*RECORDS:*
----------

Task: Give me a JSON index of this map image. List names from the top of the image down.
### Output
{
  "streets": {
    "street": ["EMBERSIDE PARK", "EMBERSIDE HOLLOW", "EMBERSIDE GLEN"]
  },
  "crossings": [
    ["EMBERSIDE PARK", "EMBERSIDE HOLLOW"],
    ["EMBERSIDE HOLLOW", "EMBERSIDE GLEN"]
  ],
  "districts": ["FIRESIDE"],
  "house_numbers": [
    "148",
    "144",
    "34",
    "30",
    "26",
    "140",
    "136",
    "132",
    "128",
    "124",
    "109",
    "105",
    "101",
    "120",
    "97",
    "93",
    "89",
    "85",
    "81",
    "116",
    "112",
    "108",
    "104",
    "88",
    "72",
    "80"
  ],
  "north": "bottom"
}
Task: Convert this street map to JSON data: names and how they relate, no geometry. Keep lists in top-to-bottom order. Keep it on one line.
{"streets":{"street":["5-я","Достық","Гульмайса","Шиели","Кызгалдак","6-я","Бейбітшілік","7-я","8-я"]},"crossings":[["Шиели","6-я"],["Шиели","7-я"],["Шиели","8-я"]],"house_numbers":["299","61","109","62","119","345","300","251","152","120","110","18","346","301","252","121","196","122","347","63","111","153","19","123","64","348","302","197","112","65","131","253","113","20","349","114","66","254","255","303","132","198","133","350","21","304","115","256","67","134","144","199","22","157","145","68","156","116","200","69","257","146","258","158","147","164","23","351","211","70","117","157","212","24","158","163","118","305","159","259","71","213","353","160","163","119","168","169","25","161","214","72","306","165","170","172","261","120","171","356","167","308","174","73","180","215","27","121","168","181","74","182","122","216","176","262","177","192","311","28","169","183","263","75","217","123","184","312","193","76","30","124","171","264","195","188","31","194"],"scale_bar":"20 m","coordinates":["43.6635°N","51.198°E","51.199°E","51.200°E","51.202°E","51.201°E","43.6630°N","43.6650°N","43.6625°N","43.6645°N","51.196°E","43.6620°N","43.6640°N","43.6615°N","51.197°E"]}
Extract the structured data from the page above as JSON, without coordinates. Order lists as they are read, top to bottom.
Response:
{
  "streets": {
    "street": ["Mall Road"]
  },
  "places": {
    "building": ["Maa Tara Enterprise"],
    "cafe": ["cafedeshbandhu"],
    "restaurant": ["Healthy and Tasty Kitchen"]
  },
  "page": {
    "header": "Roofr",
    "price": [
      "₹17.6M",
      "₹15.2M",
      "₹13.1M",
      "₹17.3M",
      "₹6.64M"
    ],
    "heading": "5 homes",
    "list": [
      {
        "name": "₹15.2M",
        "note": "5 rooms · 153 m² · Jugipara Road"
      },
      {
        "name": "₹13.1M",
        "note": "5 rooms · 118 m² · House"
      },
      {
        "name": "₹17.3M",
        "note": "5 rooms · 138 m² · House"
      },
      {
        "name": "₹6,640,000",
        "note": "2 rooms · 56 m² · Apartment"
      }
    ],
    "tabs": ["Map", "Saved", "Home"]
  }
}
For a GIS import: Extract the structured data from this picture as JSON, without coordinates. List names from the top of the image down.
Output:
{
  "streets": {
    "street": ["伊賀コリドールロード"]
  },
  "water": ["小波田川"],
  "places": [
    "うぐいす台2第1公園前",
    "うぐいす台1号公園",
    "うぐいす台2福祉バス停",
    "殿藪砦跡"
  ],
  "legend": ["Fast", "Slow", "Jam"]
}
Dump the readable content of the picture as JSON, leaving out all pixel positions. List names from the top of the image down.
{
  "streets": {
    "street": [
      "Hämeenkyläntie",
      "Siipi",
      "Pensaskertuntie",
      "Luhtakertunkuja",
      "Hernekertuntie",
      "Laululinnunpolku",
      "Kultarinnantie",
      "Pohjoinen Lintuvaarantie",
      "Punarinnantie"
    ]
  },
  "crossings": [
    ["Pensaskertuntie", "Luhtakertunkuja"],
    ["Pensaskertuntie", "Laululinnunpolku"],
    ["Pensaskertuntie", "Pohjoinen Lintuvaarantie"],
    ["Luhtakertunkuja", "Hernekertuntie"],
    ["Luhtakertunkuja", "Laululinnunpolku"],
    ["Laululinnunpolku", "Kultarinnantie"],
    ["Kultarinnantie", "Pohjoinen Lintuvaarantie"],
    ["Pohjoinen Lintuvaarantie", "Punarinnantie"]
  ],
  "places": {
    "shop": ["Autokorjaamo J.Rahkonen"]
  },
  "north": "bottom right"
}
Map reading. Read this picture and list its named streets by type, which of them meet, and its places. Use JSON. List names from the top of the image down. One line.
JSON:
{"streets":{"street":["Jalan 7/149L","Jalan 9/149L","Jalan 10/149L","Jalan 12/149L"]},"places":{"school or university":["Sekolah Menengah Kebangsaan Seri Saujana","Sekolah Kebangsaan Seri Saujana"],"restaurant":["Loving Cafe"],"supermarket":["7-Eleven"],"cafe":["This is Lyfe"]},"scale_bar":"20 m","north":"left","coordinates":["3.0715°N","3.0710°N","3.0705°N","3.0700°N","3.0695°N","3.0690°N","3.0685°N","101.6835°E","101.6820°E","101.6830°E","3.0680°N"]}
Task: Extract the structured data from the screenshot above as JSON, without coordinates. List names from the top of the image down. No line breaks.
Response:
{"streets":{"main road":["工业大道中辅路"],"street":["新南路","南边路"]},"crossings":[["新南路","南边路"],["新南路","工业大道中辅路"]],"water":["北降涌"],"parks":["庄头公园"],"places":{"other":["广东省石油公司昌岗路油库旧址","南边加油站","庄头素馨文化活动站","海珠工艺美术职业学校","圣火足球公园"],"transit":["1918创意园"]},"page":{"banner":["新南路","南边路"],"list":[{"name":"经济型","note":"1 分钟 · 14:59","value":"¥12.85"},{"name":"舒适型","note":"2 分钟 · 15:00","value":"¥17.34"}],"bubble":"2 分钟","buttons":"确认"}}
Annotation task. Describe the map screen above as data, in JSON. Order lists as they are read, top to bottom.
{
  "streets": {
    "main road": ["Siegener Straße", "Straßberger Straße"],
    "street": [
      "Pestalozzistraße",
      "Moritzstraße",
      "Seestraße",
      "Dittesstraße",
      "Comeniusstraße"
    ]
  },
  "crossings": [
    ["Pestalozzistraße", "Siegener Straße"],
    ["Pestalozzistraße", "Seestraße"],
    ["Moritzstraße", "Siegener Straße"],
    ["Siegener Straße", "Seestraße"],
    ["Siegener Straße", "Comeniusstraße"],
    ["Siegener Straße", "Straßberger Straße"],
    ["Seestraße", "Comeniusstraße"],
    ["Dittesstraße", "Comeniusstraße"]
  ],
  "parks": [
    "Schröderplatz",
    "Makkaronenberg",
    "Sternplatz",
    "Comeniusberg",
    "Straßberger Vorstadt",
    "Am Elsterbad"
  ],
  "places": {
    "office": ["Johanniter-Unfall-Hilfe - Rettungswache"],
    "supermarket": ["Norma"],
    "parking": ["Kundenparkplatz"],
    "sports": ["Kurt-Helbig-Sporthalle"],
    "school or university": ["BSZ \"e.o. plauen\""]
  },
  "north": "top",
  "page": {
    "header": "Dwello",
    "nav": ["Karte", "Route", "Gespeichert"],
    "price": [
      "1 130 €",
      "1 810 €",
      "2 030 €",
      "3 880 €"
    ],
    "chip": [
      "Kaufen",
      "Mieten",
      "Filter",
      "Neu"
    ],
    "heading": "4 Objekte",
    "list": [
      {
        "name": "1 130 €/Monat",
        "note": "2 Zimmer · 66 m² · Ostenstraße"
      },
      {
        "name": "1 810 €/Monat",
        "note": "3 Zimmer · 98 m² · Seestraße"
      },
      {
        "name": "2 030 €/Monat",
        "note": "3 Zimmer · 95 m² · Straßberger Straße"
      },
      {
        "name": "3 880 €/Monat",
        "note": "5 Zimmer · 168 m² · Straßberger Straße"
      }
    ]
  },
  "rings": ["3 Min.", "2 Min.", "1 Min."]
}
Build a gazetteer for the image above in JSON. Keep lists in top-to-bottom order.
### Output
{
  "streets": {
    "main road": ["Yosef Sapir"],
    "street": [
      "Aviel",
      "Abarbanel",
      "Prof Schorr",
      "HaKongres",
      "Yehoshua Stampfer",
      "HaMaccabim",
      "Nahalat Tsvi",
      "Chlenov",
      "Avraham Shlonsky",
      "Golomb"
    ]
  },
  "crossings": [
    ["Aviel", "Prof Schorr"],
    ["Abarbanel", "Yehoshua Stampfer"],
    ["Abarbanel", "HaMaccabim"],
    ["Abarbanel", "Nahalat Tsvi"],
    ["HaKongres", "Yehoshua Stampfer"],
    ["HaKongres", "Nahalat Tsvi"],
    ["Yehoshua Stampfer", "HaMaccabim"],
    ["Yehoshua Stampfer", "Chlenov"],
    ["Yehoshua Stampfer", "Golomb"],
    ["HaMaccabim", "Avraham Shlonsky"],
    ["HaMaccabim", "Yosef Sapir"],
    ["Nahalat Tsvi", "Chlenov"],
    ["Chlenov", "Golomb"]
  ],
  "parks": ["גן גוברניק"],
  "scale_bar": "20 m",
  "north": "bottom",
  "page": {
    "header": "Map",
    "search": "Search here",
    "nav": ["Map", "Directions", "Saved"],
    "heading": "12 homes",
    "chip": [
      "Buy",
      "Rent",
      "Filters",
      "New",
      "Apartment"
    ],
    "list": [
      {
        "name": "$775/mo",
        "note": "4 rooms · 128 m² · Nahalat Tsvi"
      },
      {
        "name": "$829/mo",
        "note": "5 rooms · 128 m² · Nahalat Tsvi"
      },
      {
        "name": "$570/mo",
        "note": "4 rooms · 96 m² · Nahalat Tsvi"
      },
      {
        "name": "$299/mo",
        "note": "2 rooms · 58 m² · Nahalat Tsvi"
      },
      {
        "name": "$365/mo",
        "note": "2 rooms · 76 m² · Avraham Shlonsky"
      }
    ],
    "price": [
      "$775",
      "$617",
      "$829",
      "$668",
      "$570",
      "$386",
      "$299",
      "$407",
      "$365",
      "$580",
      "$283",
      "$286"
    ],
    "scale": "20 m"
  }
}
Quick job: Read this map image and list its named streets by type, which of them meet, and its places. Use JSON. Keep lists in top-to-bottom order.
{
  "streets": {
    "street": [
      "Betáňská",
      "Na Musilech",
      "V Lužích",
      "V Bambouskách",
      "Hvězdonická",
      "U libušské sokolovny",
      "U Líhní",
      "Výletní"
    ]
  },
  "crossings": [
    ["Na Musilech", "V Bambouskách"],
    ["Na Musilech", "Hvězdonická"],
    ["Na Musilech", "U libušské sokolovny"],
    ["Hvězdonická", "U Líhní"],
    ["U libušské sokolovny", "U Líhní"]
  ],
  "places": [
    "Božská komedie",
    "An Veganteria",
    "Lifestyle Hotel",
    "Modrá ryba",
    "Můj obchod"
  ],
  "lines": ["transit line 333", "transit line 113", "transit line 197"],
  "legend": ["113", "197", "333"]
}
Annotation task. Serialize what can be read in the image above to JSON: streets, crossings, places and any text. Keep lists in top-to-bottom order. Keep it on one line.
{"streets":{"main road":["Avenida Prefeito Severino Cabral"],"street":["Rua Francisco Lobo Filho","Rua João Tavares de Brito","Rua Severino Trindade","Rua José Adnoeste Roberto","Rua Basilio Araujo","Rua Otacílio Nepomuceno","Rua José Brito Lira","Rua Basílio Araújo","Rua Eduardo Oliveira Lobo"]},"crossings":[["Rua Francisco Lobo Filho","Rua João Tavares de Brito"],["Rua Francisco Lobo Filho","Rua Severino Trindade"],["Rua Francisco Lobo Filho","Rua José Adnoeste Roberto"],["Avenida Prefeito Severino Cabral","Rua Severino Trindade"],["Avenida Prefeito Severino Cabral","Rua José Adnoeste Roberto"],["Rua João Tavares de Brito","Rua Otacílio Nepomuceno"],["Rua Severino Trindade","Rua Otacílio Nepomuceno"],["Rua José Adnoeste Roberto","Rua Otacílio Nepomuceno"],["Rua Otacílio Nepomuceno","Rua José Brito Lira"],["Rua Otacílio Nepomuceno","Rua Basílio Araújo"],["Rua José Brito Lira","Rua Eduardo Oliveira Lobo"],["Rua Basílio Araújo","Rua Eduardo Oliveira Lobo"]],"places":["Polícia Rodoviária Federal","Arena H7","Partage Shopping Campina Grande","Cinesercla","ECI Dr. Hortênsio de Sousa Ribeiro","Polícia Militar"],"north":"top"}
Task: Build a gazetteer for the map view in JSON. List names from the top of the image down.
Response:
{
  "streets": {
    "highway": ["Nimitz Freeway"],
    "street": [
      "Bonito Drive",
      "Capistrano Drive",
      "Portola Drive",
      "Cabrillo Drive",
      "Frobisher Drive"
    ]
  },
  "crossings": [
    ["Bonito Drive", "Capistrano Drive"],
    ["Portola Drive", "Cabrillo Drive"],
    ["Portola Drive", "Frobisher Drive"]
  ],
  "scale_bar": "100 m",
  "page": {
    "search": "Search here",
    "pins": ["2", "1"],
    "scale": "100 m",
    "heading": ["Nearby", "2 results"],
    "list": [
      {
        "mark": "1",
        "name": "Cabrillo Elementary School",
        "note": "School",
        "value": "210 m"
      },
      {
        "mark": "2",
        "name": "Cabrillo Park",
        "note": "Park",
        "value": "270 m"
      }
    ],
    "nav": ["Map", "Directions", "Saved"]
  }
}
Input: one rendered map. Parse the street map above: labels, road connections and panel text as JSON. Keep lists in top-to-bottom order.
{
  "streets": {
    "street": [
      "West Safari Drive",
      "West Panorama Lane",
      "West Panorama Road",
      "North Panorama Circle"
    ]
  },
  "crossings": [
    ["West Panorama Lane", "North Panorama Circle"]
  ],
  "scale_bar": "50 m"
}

----------

*TASK REQUIREMENTS:*
Starting with the line with "Map reading. Read" above and going on through the line with "Task: Extract the", transcribe every line exactly, both ends included, and add nothing.

*EXERCISE OUTPUT:*
Map reading. Read this picture and list its named streets by type, which of them meet, and its places. Use JSON. List names from the top of the image down. One line.
JSON:
{"streets":{"street":["Jalan 7/149L","Jalan 9/149L","Jalan 10/149L","Jalan 12/149L"]},"places":{"school or university":["Sekolah Menengah Kebangsaan Seri Saujana","Sekolah Kebangsaan Seri Saujana"],"restaurant":["Loving Cafe"],"supermarket":["7-Eleven"],"cafe":["This is Lyfe"]},"scale_bar":"20 m","north":"left","coordinates":["3.0715°N","3.0710°N","3.0705°N","3.0700°N","3.0695°N","3.0690°N","3.0685°N","101.6835°E","101.6820°E","101.6830°E","3.0680°N"]}
Task: Extract the structured data from the screenshot above as JSON, without coordinates. List names from the top of the image down. No line breaks.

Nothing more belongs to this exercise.